#### RECORDS SUPPLIED ####

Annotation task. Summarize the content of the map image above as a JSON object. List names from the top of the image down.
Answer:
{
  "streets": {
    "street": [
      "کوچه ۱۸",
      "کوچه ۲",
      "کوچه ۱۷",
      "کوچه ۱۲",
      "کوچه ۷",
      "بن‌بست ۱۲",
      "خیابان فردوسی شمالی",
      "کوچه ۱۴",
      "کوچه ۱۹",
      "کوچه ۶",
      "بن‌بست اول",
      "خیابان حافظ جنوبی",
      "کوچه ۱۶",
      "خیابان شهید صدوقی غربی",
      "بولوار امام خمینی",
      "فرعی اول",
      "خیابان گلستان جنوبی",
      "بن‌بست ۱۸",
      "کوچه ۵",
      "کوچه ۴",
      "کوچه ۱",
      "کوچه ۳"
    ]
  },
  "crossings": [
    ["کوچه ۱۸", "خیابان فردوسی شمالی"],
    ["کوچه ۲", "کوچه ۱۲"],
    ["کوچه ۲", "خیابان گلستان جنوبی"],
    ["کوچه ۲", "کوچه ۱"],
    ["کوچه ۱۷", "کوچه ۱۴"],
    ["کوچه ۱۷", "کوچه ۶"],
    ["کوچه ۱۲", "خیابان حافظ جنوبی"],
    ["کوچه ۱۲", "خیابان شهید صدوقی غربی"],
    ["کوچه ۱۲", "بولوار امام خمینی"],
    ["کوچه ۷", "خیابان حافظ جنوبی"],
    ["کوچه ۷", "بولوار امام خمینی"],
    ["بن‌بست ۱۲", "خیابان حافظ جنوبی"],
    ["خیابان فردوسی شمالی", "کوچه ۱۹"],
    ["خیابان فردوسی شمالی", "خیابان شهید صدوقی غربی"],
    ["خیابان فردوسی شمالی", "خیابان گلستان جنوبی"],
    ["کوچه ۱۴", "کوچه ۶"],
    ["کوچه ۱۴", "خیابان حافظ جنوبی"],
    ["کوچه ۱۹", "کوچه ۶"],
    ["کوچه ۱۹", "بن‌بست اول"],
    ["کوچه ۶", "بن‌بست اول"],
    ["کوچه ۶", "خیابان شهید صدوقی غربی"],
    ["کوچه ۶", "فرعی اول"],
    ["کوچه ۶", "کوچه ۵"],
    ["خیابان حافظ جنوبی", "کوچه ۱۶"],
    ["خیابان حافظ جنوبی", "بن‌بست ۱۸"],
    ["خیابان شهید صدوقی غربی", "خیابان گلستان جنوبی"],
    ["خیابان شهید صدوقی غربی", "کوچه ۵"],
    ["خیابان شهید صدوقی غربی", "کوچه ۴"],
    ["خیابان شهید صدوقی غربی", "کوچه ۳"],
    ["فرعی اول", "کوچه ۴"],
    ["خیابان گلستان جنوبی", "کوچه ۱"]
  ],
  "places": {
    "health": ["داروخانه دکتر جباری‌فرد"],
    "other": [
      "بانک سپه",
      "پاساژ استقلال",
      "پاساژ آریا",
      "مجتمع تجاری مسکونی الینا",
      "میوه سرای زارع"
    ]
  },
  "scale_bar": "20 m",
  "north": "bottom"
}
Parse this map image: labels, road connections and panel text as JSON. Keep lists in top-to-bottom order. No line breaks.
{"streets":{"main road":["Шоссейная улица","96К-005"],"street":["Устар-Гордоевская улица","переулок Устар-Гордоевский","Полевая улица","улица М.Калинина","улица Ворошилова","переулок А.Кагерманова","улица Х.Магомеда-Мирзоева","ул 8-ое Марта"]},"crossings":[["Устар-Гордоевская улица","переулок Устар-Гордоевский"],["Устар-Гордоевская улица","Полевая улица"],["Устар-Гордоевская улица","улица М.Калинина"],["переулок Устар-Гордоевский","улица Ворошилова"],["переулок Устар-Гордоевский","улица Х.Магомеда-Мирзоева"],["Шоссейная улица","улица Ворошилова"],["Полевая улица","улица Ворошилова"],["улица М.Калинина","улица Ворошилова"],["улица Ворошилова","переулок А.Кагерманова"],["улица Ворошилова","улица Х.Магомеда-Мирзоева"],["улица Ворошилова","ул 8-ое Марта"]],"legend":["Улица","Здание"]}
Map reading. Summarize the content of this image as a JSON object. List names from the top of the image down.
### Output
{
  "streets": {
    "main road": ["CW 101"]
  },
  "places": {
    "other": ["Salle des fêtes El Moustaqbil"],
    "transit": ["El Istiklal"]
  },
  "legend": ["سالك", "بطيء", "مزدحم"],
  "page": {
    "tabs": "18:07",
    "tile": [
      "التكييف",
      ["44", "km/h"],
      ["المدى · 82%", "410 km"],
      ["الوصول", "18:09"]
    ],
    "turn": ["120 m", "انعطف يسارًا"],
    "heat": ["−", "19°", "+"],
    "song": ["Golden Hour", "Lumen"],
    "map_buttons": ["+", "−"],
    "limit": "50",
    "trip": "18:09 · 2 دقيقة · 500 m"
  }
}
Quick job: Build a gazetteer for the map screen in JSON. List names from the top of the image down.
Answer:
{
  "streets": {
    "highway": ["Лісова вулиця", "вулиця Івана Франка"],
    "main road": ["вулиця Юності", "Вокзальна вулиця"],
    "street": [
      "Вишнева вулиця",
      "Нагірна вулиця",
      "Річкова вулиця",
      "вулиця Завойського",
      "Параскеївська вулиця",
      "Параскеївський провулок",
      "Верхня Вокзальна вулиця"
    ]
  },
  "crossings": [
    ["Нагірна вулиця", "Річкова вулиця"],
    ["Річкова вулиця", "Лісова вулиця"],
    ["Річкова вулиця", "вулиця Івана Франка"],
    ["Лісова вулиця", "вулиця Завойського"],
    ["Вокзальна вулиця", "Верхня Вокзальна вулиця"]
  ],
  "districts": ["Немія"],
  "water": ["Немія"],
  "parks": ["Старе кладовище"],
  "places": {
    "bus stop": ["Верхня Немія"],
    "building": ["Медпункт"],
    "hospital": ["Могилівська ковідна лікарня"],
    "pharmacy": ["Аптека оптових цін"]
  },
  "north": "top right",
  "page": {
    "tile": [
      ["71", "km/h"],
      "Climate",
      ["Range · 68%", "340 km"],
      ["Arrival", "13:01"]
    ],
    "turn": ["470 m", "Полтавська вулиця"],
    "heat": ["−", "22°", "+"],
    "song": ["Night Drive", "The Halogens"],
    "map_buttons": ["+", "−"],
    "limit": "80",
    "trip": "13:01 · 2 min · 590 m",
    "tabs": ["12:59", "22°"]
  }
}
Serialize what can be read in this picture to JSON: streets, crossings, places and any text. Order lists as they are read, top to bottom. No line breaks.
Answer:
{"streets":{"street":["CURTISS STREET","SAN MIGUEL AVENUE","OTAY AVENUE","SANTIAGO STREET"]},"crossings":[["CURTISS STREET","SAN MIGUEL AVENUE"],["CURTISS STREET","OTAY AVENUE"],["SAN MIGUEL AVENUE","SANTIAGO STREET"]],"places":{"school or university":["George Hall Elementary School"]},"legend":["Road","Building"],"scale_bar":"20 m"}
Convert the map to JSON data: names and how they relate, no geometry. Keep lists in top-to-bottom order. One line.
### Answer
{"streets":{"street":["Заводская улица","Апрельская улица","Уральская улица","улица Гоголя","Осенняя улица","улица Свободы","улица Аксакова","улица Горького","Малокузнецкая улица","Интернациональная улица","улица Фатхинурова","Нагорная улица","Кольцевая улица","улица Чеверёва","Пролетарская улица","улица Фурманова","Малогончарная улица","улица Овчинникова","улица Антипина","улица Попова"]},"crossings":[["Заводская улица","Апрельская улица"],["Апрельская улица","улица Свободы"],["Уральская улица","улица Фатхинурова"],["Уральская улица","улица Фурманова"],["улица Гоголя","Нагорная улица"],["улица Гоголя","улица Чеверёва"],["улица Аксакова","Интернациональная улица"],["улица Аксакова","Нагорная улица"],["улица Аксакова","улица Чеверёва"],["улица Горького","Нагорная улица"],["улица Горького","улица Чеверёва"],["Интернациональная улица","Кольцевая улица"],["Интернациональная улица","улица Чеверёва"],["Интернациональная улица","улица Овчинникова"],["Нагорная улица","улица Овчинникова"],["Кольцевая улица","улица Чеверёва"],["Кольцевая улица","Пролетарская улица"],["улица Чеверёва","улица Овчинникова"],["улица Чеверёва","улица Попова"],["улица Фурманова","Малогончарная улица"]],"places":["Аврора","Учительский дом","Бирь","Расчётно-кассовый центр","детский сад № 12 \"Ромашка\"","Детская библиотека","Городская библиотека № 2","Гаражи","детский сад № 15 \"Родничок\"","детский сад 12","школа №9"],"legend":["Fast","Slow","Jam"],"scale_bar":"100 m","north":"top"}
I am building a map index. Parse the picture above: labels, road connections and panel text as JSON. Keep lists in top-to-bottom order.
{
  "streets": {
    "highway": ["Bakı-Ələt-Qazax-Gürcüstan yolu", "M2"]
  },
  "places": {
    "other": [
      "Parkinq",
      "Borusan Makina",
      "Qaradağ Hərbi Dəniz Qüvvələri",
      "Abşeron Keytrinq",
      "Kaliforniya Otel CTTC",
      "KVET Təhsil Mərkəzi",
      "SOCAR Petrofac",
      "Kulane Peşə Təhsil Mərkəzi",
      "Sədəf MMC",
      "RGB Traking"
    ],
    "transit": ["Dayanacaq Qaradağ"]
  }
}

####

WHAT TO PRODUCE —
Return exactly, and only, the lines above starting at the line that contains "Serialize what can" and ending at the line that contains "Convert the map".

ANSWER SPACE —
Serialize what can be read in this picture to JSON: streets, crossings, places and any text. Order lists as they are read, top to bottom. No line breaks.
Answer:
{"streets":{"street":["CURTISS STREET","SAN MIGUEL AVENUE","OTAY AVENUE","SANTIAGO STREET"]},"crossings":[["CURTISS STREET","SAN MIGUEL AVENUE"],["CURTISS STREET","OTAY AVENUE"],["SAN MIGUEL AVENUE","SANTIAGO STREET"]],"places":{"school or university":["George Hall Elementary School"]},"legend":["Road","Building"],"scale_bar":"20 m"}
Convert the map to JSON data: names and how they relate, no geometry. Keep lists in top-to-bottom order. One line.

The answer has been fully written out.